▸ **DATASET**
-.-.-

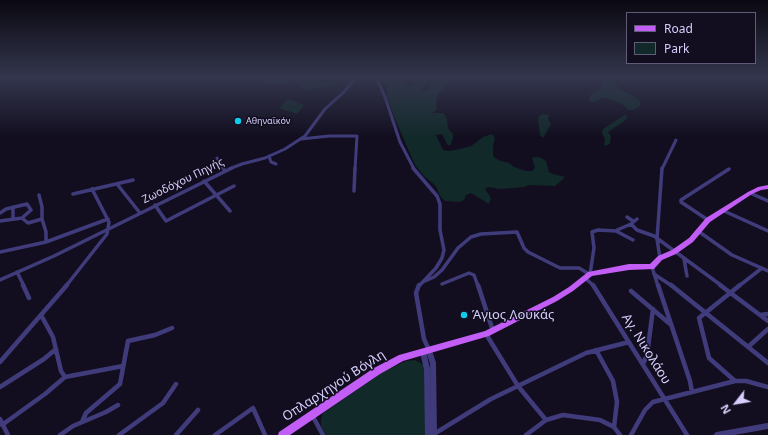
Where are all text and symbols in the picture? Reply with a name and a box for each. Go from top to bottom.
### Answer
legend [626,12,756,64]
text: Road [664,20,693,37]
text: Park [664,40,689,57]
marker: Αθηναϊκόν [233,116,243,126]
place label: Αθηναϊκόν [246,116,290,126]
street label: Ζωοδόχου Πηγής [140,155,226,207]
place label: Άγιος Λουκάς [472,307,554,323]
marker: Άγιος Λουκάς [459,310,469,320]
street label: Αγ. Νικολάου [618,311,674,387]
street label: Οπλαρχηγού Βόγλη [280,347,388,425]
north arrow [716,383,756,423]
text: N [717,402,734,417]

-.-.-

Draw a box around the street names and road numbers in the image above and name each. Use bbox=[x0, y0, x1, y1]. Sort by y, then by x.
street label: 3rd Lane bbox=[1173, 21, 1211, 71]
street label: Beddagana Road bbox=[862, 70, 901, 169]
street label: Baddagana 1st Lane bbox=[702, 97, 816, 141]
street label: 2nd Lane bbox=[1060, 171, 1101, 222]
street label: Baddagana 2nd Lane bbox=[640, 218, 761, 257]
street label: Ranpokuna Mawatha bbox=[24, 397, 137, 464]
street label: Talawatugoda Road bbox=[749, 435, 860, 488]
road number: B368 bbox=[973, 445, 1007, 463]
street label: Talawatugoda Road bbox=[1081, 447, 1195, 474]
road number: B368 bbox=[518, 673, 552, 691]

-.-.-

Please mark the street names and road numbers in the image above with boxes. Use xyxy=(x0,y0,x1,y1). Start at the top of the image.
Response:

-.-.-

▸ **TASK ITEM**
Your answer should be one number, the count of lines above that hold "with".

▸ **COMPLETED EXERCISE**
2